Par contrat du 19 juin 2019, la société B.I.C.M. (BATIMENTS INDUSTRIELS CLE EN MAIN), ci-après la société BICM, s’est vu confier des travaux de réhabilitation du local commercial.
Le 21 septembre 2025, à la suite d’un épisode de pluies, un effondrement partiel de la couverture du bâtiment est survenu.
La société AXA FRANCE IARD, assureur de la société LAGARRIGUE, a mandaté un expert, la société SEDGWICK, qui a rendu un rapport de reconnaissance en date du 2 octobre 2025.
Le 17 octobre 2025, un commissaire de justice a établi un procès-verbal de constat à la demande de la société LE GARLABAN.
Par courrier daté du 20 octobre 2025, la société LAGARRIGUE a mis en demeure la société LE GARLABAN de sécuriser et mettre hors d’eau le bâtiment partiellement effondré. Elle sollicitait également une réduction de loyer. La société LAGARRIGUE réitérait sa mise en demeure par courrier daté du 31 octobre 2025.
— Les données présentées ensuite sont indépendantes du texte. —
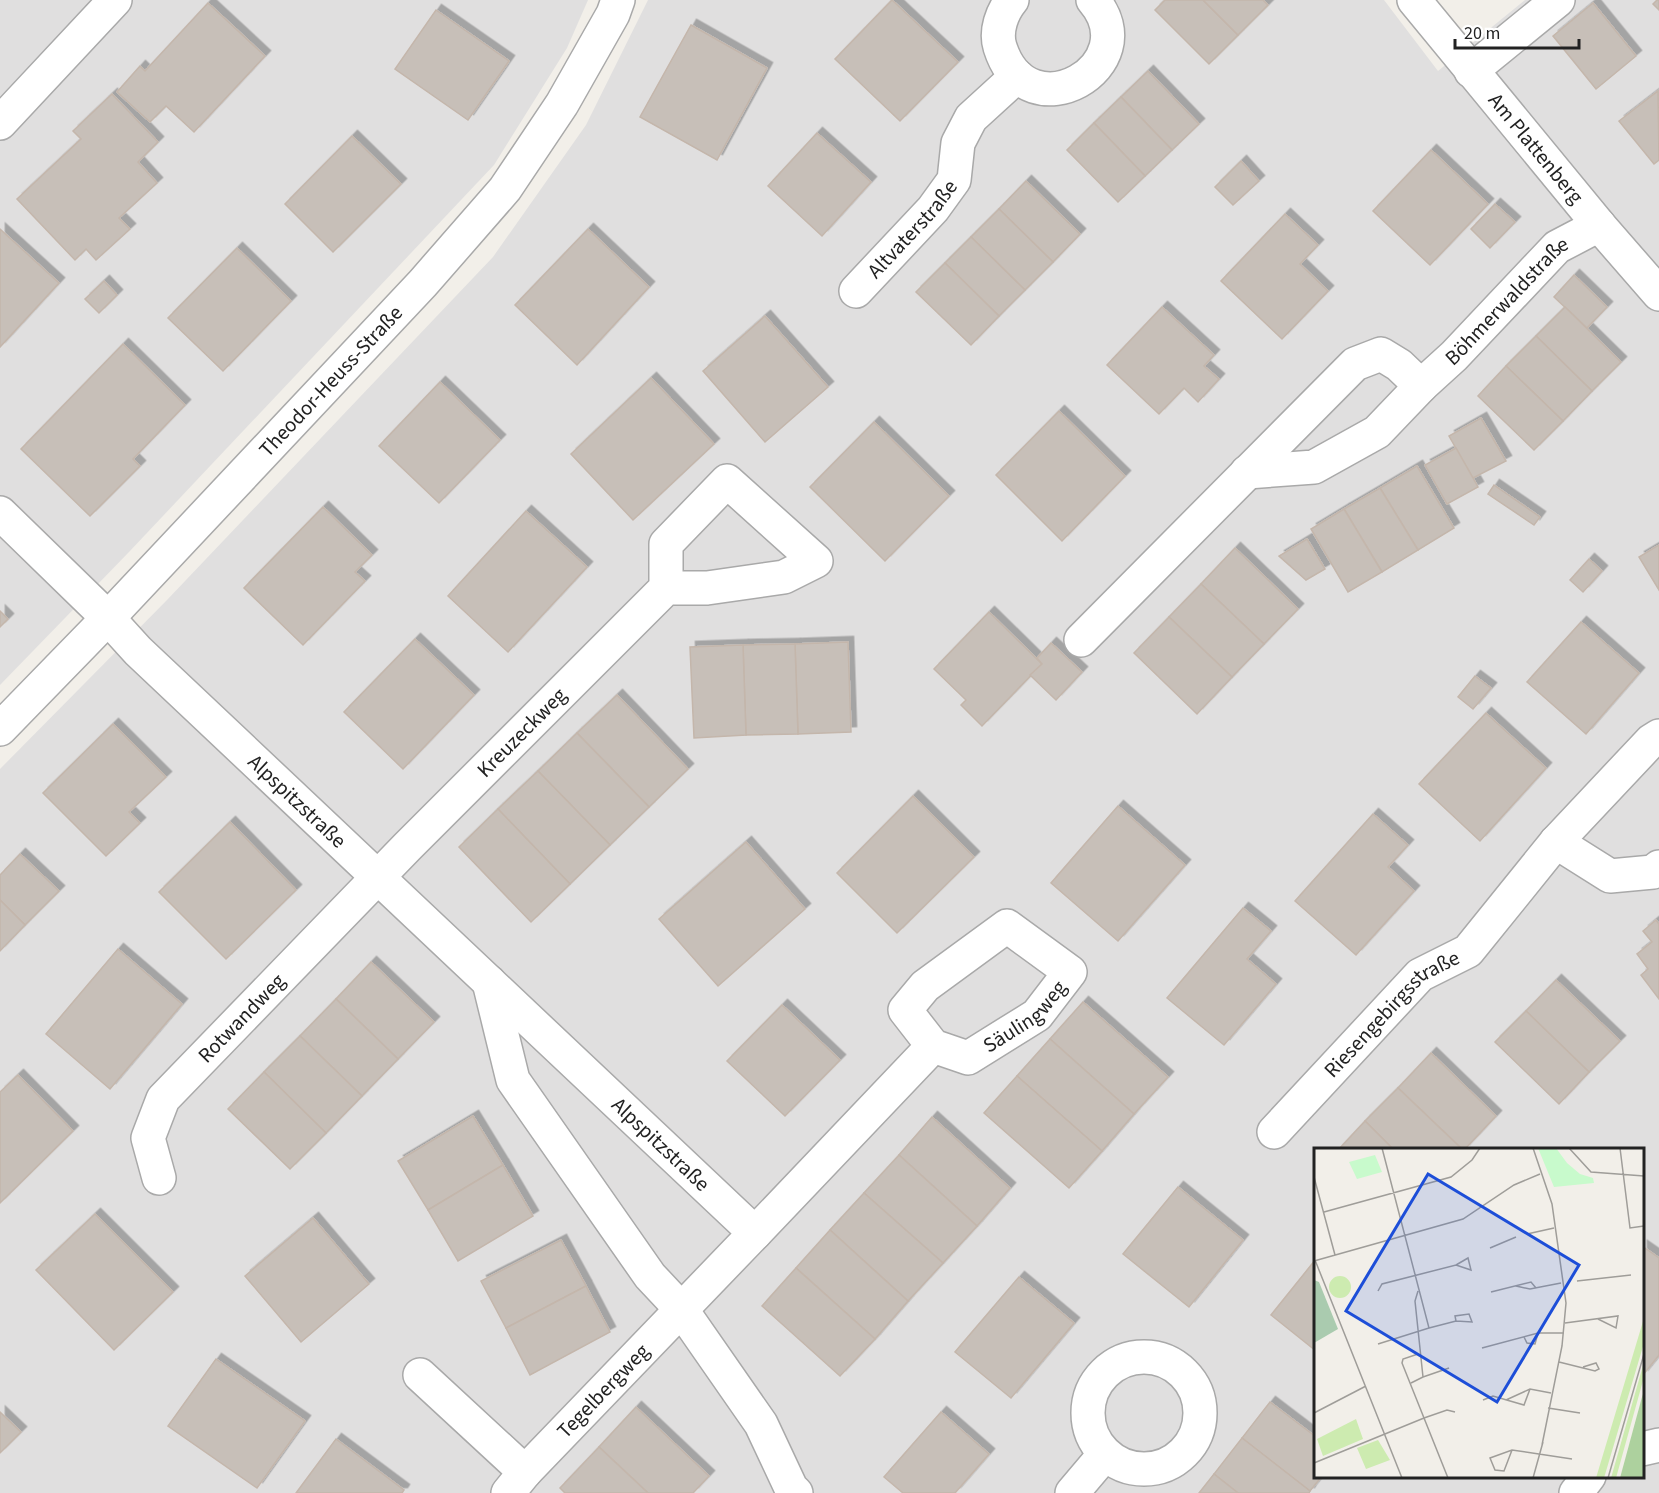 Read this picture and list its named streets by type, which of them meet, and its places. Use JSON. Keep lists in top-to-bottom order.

Par courrier du 4 novembre 2025, la société LE GARLABAN a indiqué à la société LAGARRIGUE qu’elle avait répondu à la mise en demeure du 20 octobre 2025 par un courrier dans lequel elle exposait qu’elle allait engager des travaux à ses frais dans un premier temps. Elle précisait cependant à sa locataire que les travaux que cette dernière avait engagés au sein du local commercial avaient pu être la cause des infiltrations à l’origine de l’effondrement.
Le 5 novembre 2025, un commissaire de justice a établi un procès-verbal de constat à la demande de la société LAGARRIGUE. Cette dernière a également mandaté un expert, Monsieur [Y] [B], qui a rendu son rapport le 17 décembre 2025.
La société LE GARLABAN a assigné devant le juge des référés du tribunal judiciaire de MARSEILLE aux fins d’expertise :
— la société LAGARRIGUE, par acte du 21 novembre 2025 ;
— la B.I.C.M. (BATIMENTS INDUSTRIELS CLE EN MAIN), ci-après la société BICM, par acte du 27 novembre 2025 ;
— la société ALKAR GARONNE, par acte du 27 novembre 2025 ;
— la société SOCIETE MUTUELLE D’ASSURANCE DU BATIMENT ET DES TRAVAUX PUBLICS, ci-après la société SMABTP, par acte du 24 novembre 2025.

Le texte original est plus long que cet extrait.